J.K. Rowling Discusses 'Intense' Gay Relationship Between 'Harry Potter' Characters, Gets Dragged By The Left

NEW YORK, NY - APRIL 22: J.K. Rowling poses at 'Harry Potter and The Cursed Child parts 1 & 2' on Broadway Opening Night at The Lyric Theatre on April 22, 2018 in New York City.
Photo by Bruce Glikas/Bruce Glikas/FilmMagic
 

"Harry Potter" author J.K. Rowling says characters Albus Dumbledore and Gellert Grindelwald have an "intense" gay relationship with each other.

 

Rowling discussed the gay sexuality of her characters on the Blu-ray and DVD versions of "Fantastic Beasts: The Crimes of Grindelwald," reports USA Today.

"[Dumbledore and Grindelwald's] relationship was incredibly intense," she said. "It was passionate, and it was a love relationship."

"But as happens in any relationship, gay or straight or whatever label we want to put on it, one never knows really what the other person is feeling," the author continued. "You can’t know, you can believe you know."

"So I’m less interested in the sexual side – though I believe there is a sexual dimension to this relationship – than I am in the sense of the emotions they felt for each other, which ultimately is the most fascinating thing about all human relationships," added Rowling.

However, the alleged gay relationship between Dumbledore and Grindelwald is not shown or alluded to in the movie, "[n]ot even the 'emotions they felt for each other,'" notes USA Today.

The discussion of the gay relationship was not received well by all in Camp Intersectionality, who poked fun at Rowling for the apparently insincere attempt to be LGBT "inclusive" retroactively.

"People are rightly taking the piss out of JK Rowling for her ridiculous post publishing announcements about Dumbledore's sexuality & imaginary sex life. Unless there's an editor's note or some gay sex scene she was forced to cut out then she's simply vying for attention," wrote one critic via Twitter.

CNN's Nathan McDermott similarly mocked:

Nobody:

J.K. Rowling: Hogwarts was super diverse, exceptionally gay, extremely homoerotic, and there were a ton of black and jewish kids too, I just didn't write about any of them, but they were there, trust me. Somebody:

Ma'am this is a Wendy's

 

"J.K. Rowling Confirms Some Characters in Her Books and Movies Are Gay Everywhere Except in the Books or the Movies," said film critic Eric D. Snider, quote-tweeting a post about Rowling discussing the alleged gay relationship.

Rowling has been criticized in the past for retroactively adding "diversity" to her stories, seemingly for applause lines.

In 2017, for example, a piece published at The Huffington Post mocked Rowling for insincerely "building diversity" into her works "post facto." Researcher Nick Malherbe said Rowling tried to "out" Dumbledore's character as gay during a 2007 book tour to received "thunderous applause" from the audience. The author's notable response was: "I would have told you earlier if I knew it would make you so happy."

"There is an implication here that by telling us earlier - within the books themselves - the author would have made us unhappy. Herein lies a base fear of much authorship within the Global North to disrupt readers’ heteronormative literary assumptions. Such assumptions are to remain intact if readers are to be 'happy,'" criticized Malherbe.

"Rowling’s posthumous stab at diversification was widely celebrated and caused her to assert the place of a LGBTI community within Hogwarts, as well as the presence of a number of Jewish characters. Neither were written into the books," he wrote.

"[W]e should condemn Rowling’s cowardice at not explicitly disrupting the heteronormative assumptions that are couched within her writing. ... [S]uch a disruption only carries credence if it is written into the work, rather than after the fact," Malherbe added.

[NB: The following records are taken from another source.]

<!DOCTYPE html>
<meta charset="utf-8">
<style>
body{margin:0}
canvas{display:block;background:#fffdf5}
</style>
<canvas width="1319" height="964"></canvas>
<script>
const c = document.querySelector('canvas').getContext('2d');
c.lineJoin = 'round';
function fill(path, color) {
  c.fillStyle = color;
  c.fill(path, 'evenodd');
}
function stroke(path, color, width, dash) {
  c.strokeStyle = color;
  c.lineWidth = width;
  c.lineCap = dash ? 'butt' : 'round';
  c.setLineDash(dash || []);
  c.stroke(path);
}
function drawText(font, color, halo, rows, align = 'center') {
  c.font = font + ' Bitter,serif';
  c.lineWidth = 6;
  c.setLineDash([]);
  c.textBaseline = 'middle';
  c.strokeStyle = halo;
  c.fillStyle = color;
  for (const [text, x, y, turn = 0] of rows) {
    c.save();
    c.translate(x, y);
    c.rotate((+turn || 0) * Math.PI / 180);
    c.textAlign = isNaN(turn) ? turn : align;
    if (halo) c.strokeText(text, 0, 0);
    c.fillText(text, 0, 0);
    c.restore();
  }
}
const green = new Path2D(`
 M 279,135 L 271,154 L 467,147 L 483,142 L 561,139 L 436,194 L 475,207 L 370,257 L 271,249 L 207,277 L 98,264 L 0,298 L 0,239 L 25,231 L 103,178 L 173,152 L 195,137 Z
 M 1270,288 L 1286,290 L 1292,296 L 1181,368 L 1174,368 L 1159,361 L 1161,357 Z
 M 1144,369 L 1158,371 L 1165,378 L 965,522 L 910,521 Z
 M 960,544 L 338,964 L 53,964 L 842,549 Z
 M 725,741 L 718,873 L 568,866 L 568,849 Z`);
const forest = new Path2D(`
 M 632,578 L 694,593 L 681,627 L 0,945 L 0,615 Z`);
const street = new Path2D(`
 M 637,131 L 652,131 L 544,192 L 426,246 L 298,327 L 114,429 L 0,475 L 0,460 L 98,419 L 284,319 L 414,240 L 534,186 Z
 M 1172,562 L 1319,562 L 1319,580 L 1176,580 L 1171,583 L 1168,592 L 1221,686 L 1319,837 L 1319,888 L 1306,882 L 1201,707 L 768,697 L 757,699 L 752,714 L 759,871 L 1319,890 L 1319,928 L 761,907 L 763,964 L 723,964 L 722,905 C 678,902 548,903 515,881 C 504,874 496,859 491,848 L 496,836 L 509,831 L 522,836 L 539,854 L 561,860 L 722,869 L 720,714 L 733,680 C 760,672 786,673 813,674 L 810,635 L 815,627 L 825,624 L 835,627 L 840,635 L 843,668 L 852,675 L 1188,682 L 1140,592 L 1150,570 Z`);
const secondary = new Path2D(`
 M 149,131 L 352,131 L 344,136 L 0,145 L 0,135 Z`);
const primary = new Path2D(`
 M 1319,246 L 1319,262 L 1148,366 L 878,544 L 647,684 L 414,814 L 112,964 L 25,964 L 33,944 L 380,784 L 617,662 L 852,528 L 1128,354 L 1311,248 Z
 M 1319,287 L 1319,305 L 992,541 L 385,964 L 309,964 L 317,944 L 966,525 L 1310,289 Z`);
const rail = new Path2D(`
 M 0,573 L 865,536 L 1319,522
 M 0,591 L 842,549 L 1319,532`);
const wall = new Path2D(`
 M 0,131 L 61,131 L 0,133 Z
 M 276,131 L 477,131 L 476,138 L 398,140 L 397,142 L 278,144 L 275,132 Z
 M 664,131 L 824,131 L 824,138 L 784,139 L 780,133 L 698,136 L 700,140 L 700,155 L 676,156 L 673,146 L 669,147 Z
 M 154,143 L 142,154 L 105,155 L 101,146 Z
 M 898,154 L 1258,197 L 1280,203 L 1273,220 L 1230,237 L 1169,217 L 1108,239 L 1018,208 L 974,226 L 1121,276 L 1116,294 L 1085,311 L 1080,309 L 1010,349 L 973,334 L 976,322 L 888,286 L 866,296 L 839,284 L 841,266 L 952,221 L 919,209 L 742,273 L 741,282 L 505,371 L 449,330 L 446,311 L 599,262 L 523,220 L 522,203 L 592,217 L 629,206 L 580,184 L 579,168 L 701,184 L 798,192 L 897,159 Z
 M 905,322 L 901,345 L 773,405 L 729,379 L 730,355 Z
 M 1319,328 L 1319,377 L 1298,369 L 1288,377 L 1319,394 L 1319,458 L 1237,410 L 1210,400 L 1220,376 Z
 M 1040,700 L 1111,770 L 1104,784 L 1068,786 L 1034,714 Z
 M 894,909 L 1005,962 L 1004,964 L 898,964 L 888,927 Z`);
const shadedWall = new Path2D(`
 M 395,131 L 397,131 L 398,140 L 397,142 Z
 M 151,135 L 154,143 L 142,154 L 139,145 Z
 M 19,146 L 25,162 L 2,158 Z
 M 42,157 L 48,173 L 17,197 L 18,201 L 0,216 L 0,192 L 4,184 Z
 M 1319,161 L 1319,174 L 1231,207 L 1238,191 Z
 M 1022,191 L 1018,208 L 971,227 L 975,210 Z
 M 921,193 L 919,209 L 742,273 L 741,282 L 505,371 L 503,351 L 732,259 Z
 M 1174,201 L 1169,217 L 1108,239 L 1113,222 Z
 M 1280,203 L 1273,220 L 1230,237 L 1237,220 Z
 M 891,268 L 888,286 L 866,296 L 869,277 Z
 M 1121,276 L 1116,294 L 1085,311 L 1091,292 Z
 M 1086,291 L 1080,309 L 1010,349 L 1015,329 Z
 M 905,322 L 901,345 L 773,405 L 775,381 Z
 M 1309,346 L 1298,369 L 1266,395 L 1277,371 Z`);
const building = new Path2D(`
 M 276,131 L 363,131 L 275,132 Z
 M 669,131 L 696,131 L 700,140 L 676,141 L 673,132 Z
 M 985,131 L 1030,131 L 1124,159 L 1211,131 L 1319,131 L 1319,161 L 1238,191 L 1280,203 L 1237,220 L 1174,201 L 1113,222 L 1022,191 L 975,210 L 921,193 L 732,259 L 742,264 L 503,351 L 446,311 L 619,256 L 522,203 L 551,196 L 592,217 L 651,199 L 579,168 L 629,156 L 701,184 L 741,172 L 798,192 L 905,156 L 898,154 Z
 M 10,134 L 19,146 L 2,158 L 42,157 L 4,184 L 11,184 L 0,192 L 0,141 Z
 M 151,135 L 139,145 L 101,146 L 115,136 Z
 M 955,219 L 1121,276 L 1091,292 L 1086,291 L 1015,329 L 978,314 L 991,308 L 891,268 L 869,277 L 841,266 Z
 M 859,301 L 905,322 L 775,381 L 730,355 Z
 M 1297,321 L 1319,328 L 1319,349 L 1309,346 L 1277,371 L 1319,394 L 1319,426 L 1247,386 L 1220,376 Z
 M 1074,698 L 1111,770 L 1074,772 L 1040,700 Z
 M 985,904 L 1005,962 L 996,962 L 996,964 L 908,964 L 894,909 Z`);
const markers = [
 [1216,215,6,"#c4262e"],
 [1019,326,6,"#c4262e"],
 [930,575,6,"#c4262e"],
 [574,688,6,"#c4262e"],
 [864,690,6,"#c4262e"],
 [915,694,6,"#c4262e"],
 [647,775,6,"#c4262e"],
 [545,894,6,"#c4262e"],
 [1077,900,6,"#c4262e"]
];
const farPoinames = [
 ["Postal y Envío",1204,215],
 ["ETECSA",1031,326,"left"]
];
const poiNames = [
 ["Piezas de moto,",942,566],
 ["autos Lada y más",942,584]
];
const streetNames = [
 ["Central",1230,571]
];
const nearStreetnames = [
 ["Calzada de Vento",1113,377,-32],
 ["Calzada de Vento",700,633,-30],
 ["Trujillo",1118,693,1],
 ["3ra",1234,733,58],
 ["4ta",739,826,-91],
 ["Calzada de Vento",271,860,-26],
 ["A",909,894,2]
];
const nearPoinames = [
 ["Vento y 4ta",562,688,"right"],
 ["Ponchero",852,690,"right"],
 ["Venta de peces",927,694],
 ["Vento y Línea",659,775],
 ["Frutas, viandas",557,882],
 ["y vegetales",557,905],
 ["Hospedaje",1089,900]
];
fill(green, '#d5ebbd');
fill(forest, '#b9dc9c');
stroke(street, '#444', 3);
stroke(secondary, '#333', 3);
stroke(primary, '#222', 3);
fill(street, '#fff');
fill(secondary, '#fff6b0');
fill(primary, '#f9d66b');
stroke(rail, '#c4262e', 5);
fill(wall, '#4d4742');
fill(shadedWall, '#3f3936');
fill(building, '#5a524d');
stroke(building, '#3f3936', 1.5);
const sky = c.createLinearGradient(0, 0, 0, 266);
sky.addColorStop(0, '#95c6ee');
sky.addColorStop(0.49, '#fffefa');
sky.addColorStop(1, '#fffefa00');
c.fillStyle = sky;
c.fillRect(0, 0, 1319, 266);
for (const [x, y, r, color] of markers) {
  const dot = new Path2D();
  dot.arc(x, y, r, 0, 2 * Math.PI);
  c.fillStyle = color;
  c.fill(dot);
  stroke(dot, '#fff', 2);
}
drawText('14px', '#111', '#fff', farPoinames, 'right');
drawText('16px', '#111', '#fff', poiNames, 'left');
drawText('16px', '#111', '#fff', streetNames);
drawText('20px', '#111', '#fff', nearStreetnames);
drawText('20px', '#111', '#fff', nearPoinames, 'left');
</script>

Moreover, Rowling was dragged for her insufficient Wokeness over a February tweet about the film "Black Panther."

"My whole family's out watching #BlackPanther and I stayed here to work on the novel and I'm currently full of a bitter, aching regret," tweeted the author.

 

The social justice crowd ripped Rowling for "Harry Potter's" lack of racial diversity.

"Is it regret for having like a handful of people of color on Harry Potter?" responded one user. "Maybe you should have gone. Then you would have seen what representation looks like," replied another user.